Print following output using loop.

Loop: 00
Loop: 01
Loop: 02
Loop: 03
 ~
Loop: 29
Loop: 30

Full source code

Following is full source code

.text
.globl    _start
    start = 0                   /* starting value for the loop index */
    max = 31                    /* loop exits when the index hits this number*/
    num = 48                    /* 48 : 0 in ASCII */

_start:
    mov     $start,%r15         /* loop index : i = 0 */

loop:
    /*put number */
    mov %r15,%r11               /*r11 = r15*/

    mov $0,%rdx                 /*init rdx*/
    mov %r11,%rax               /*rax = r11, to div*/
    mov $10,%r13                /*r13 = 10*/
    div %r13                    /*rax = rax/r10*/

    mov $msg,%r12               /*r12 = msg*/
    add $num,%rax               /*bin->ascii*/
    add $num,%rdx               /*bin->ascii*/
    mov %rax,6(%r12)            /*msg + 6 = */
    mov %rdx,7(%r12)            /*msg + 7 = */

    /*put \n*/
    mov $10,%r11
    mov %r11,8(%r12)            /*msg + 8 = '\n'*/

    /*print loop :*/
    mov $len,%rdx               /* msg length */
    mov $msg,%rsi               /* msg location */

    mov $1,%rdi                 /* file descriptor stdout */
    mov $1,%rax                 /* sys_write 1 */
    syscall

    inc     %r15                /* increment index */
    cmp     $max,%r15           /* see if we're done */
    jne     loop                /* loop if we're not */

    mov     $0,%rdi             /* exit status */
    mov     $60,%rax            /* syscall sys_exit */
    syscall

.section .data

msg:    .ascii "loop:    "      /* message and enough space for 2 digits and \n*/
    len = . -msg

Explanation

The very first line .text says that following code is going to .text section, which will be instruction code section. And normal starting label of the application.
start is the value for loop index; it starts from 0 and increments up to 30.
max is the value for loop index limitation.
num is 48, which is '0' in ASCII code. It is used for converting from binary number to ASCII character.

.section .data

msg:    .ascii "loop:    "      /* message and enough space for 2 digits and \n*/
    len = . -msg

At line 47, there is msg string : "loop: ". It contains "loop:" string followed by 4 spaces. The spaces are used to set 2 bytes of number and 1 byte of newline character (0x0a).

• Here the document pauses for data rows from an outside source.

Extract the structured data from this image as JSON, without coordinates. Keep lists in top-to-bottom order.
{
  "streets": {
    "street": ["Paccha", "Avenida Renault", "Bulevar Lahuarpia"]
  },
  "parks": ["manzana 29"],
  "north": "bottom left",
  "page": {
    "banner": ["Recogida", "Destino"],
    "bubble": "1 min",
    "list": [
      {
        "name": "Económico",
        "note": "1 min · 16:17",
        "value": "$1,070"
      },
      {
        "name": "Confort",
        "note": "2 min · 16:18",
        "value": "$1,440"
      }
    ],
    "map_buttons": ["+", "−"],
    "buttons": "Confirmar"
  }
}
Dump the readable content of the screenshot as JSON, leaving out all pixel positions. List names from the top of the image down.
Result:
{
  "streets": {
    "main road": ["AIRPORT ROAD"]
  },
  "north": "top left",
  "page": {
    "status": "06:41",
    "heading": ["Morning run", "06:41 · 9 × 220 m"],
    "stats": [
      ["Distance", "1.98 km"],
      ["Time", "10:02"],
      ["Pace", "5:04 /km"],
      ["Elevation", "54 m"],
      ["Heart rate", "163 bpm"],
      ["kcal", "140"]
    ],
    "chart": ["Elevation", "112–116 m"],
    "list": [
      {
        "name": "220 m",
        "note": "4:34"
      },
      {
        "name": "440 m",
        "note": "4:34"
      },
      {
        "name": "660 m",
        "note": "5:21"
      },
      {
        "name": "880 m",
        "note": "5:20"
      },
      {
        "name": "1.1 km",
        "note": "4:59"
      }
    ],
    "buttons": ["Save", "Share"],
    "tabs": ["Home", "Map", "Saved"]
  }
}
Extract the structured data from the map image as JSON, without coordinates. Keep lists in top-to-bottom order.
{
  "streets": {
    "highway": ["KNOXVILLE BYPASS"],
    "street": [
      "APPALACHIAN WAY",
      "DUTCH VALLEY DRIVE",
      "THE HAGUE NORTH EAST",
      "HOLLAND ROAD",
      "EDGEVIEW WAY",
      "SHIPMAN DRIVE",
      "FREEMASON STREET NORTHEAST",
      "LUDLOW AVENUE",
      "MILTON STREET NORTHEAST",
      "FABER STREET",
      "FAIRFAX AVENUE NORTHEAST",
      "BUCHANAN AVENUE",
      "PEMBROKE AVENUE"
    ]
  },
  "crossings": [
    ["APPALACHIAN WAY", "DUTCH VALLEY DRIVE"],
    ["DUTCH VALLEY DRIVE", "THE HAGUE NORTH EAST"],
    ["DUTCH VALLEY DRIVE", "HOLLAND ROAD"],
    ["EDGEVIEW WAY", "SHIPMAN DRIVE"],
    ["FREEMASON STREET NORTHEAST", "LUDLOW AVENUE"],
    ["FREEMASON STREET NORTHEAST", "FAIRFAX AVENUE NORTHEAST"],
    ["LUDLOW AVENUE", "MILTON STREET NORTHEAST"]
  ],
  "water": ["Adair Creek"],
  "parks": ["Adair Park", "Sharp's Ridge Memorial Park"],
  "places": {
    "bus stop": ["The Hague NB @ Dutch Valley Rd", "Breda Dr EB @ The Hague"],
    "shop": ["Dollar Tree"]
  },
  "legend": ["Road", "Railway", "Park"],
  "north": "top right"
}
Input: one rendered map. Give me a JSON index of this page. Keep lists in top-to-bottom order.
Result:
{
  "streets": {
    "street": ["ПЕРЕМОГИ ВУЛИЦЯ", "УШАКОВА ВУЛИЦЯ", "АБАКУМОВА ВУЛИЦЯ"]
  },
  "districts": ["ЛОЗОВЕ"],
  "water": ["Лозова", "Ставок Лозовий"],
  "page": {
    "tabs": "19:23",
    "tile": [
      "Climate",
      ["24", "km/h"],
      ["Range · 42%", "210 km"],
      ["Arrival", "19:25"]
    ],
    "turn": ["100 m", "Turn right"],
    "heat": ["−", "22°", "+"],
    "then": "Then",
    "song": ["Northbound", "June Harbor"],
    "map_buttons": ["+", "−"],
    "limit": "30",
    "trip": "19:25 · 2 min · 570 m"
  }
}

    mov %r15,%r11               /*r11 = r15*/

    mov $0,%rdx                 /*init rdx*/
    mov %r11,%rax               /*rax = r11, to div*/
    mov $10,%r13                /*r13 = 10*/
    div %r13                    /*rax = rax/r10*/

At line 12 %r15 has incremented loop index, and it is set to %r11.
Line 14 set %rdx with 0 for div instruction.
When "div %13" is executed, the index is divided by 10, as a result, %rax has the quotient and %rdx has the remainder. If the index is 12, %rax is 1 and %rdx is 2.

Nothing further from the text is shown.